5. The microelectronic field ionizer of claim 3 wherein said spacing is in the range of between one-tenth and one micron.
6. The microelectronic field ionizer of claim 1 wherein a passage for gas to be ionized extends through said substrate from a second surface thereof to the one at which said gas outlet is defined.
7. The microelectronic field ionizer of any of the previous claims wherein said means defines an array of said gas outlets at said substrate surface, and said electrically conductive material is a layer of said material having apertures which register with each of said outlets to thereby provide respectively for each of the same, a counterelectrode for a second, different electric potential to create electrostatic fields at the gas outlets of said array for ionizing gas thereat.
8. A method of fabricating a field ionizer comprising the steps of:
A. Providing a planer microelectronic substrate;
B. Forming a gas outlet at one surface of said substrate capable of maintaining a first electric potential; and
C. Applying a first electrically conductive material to said substrate spaced but adjacent said gas outlet capable of maintaining a second, different potential.
9. The method of claim 8 of fabricating a field ionizer wherein said planer substrate is a semiconductive material, further including the step of forming an insulating layer between it and said electrically conductive material.
10. The method of claim 8 for fabricating a field ionizer wherein said step of forming a gas outlet at said surface of said substrate comprises the steps of forming an aperture through said substrate to said surface at the location desired for said gas outlet; and forming through said aperture with a second electrically conductive material, a gas outlet at said one surface of said substrate having a diameter in the range of between 0.1 and 1 microns and a generally annular edge having a thickness of less than about 1,000 Å.
11. The method of claim 10 for fabricating a field ionizer wherein said gas outlet is formed by applying said second electrically conductive material through said aperture from a surface opposite the surface thereof at which said gas outlet is desired.
12. The method of claim 10 of fabricating a field ionizer wherein said step of forming said gas outlet further comprises the steps of forming an insulating layer on said surface of said substrate between said first material and said substrate; forming a via through said first material and said insulating layer in registration with said aperture in said substrate; applying a removable closure material at said via over said insulating layer and said first electrically conductive material; applying a second electrically conductive material to said closure material through said aperture extending through said substrate; and thereafter removing said closure material to expose said first electrically conductive material and form a free-standing, generally thin edge of said second electrically conductive material at said gas outlet.

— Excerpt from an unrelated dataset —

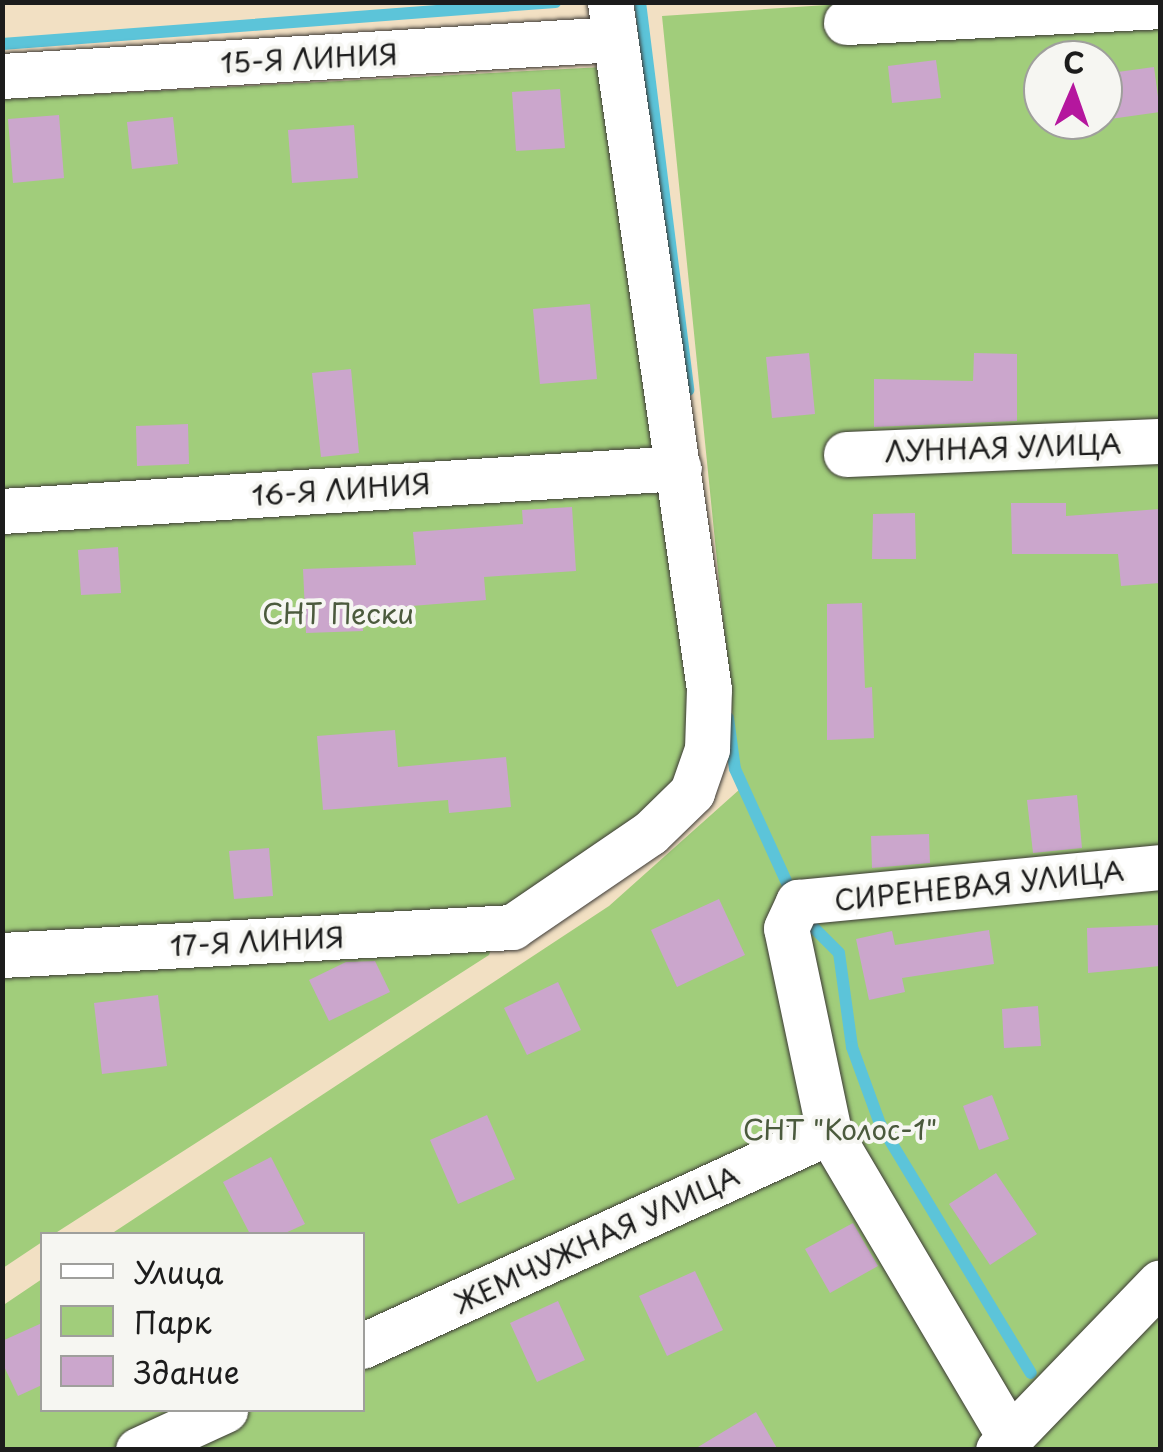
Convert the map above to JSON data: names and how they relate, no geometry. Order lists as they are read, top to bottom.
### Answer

13. The method of claim 10 of fabricating a field ionizer wherein said step of forming said gas outlet further comprises the steps of forming an insulating layer on said surface of said substrate between said first material and said substrate; forming a via through said first material and said insulating layer in registration with said aperture in said substrate; removing said first material from adjacent the edges of said insulating layer at said via; and applying a second electrically conductive material through said aperture to said edges of said insulating layer; and thereafter removing a portion of said insulating layer at said edge to form a free-standing, generally thin edge of said second electrically conductive material at said gas outlet.
14. The method of any of the previous claims of fabricating a field ionizer wherein an array of said field ionizers are provided on a single substrate, each of which has a gas outlet and in which said first electrically conductive material is a layer of material on said substrate.
15. In a field ionizer having a structure defining a gas outlet that is capable of maintaining a first electrical potential at said outlet and a counterelectrode adjacent said outlet capable of maintaining a second different electrical potential for ionizing gas at said outlet, the improvement comprising a layer of conductive material providing said counterelectrode on the same structure as that defining said gas outlet.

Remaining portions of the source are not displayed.